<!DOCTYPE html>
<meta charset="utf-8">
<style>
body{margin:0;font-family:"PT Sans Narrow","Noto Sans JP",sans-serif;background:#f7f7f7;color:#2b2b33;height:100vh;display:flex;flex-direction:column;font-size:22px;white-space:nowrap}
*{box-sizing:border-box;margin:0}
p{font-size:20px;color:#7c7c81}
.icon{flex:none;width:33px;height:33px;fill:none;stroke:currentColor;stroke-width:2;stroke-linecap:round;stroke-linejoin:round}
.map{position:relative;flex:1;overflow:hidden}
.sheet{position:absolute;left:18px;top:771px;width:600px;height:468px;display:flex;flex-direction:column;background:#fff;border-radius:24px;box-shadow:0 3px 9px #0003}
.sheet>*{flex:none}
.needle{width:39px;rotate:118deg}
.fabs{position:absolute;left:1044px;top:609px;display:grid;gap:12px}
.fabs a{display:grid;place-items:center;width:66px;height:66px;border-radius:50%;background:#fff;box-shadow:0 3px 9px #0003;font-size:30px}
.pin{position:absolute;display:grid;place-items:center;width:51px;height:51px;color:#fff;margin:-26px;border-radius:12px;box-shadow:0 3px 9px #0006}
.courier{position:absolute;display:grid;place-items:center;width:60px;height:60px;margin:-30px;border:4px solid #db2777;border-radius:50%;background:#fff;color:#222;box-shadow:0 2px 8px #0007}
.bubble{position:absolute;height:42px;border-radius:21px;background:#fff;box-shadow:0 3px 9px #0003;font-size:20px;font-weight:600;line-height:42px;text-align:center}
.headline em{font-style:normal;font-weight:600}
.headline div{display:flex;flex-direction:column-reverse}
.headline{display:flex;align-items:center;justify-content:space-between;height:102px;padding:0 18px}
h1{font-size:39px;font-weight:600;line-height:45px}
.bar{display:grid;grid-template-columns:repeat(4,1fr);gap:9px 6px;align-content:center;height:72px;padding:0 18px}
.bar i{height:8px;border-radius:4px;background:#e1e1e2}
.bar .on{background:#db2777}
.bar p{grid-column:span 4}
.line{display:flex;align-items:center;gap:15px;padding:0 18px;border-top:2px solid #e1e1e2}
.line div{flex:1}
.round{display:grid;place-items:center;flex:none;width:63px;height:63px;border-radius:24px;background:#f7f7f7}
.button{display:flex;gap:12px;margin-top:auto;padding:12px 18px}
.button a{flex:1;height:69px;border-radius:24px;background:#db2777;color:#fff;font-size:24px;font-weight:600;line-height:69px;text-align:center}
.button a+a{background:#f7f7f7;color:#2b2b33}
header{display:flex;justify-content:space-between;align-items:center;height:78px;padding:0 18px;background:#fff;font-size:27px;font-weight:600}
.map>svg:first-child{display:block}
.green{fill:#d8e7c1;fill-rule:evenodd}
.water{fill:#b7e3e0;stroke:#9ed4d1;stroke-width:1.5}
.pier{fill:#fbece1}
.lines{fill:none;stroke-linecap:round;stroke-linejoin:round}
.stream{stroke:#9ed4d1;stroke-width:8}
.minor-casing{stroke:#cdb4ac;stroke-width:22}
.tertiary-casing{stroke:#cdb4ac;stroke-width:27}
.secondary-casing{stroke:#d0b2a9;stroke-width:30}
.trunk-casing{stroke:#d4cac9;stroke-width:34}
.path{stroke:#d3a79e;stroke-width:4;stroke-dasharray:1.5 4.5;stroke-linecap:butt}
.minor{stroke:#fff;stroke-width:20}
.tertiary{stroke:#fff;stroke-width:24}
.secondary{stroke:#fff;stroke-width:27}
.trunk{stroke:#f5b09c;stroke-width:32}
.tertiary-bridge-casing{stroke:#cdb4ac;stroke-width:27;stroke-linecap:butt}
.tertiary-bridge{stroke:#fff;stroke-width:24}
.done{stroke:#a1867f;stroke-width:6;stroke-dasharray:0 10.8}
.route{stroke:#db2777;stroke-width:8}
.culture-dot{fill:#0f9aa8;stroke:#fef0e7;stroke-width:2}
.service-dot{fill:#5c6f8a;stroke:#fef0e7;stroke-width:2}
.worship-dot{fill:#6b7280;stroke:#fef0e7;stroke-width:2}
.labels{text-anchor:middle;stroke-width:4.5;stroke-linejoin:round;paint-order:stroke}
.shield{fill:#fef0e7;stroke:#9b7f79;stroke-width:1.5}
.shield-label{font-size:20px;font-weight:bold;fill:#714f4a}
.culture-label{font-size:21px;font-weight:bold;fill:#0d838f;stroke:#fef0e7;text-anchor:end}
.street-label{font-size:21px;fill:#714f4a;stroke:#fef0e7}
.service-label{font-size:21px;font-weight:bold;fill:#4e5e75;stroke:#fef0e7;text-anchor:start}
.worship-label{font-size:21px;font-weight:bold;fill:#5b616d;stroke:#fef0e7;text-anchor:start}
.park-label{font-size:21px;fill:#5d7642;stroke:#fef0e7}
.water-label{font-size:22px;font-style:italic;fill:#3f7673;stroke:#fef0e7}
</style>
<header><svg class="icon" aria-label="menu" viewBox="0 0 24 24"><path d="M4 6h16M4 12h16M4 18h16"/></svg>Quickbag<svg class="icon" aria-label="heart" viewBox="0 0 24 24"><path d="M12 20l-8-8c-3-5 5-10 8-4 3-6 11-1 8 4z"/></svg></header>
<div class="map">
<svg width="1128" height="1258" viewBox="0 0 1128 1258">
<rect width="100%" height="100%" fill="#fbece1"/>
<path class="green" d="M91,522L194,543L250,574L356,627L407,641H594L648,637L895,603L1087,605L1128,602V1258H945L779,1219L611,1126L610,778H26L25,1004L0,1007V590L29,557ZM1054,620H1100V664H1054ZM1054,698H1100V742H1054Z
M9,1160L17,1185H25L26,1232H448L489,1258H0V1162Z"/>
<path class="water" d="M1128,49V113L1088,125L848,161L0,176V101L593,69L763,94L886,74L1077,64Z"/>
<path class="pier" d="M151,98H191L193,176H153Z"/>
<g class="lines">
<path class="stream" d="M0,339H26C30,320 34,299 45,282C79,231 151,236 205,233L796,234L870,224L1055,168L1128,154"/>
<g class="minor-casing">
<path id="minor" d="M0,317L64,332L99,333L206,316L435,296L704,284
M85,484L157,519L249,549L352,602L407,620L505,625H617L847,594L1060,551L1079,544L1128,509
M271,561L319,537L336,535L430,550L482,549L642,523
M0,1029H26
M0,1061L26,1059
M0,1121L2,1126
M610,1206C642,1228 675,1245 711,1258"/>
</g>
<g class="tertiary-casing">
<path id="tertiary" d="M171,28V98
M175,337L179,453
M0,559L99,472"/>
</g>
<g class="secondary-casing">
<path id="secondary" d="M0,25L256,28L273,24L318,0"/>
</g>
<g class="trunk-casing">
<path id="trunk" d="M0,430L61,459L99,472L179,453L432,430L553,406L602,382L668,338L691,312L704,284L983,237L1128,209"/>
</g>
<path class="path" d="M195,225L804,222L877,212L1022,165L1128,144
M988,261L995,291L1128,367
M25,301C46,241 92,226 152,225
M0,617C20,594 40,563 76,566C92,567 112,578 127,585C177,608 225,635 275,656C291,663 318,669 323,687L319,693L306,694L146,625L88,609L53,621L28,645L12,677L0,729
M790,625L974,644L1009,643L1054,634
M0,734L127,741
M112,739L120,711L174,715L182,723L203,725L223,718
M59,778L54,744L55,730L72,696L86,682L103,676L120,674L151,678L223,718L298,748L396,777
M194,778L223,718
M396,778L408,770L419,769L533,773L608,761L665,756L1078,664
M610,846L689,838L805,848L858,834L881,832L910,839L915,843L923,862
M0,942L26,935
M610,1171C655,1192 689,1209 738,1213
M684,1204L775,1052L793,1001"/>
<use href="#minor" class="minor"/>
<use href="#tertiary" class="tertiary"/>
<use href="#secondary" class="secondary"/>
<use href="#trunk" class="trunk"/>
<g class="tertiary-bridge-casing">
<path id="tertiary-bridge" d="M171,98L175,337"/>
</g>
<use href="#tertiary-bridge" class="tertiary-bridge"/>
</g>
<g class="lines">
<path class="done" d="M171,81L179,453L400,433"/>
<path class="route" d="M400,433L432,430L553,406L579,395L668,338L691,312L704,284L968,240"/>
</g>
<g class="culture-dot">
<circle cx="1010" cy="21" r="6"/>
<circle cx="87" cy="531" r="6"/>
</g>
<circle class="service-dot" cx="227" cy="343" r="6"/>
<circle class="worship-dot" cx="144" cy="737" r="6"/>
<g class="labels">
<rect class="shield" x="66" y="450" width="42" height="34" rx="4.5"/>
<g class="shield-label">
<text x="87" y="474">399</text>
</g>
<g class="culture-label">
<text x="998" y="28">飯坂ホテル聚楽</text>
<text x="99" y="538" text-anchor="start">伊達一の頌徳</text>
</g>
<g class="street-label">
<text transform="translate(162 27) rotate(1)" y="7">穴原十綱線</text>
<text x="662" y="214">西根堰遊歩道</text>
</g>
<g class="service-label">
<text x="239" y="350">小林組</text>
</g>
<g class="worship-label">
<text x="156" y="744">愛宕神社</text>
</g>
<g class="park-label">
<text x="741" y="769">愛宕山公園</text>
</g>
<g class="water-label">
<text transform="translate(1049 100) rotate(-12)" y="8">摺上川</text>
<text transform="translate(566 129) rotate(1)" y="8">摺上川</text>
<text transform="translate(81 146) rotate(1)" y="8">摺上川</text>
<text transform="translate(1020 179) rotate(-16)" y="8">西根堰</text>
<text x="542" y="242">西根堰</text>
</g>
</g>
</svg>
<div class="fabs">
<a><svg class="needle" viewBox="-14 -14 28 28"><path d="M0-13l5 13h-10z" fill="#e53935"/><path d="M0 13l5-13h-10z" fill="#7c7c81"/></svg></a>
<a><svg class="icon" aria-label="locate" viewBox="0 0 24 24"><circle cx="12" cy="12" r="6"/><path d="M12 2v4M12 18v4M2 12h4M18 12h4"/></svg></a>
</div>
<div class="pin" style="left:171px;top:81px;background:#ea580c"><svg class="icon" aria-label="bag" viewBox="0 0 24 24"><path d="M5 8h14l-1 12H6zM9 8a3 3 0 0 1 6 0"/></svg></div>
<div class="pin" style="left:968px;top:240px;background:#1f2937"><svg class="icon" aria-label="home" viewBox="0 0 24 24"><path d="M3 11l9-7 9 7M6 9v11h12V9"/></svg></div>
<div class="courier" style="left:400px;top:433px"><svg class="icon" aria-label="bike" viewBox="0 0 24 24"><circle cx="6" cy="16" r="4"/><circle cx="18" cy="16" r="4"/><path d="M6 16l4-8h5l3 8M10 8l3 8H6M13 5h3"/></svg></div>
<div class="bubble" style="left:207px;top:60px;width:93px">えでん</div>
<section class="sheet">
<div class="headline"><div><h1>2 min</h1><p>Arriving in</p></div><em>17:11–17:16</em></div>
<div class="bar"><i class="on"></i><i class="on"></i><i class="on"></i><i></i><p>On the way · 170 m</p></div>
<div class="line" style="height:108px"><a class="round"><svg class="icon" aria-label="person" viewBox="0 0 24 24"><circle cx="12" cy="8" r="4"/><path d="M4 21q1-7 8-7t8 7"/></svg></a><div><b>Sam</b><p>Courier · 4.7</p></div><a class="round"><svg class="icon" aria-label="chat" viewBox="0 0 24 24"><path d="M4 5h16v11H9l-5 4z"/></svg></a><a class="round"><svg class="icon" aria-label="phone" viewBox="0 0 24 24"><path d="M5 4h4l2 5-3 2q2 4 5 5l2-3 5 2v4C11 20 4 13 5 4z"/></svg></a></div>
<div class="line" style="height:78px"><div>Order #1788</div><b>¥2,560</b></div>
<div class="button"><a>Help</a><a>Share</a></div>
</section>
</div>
----------------
[Requirement] Number of lines containing "dasharray" in the data: state it and nothing more.

[Solution for this exercise] 2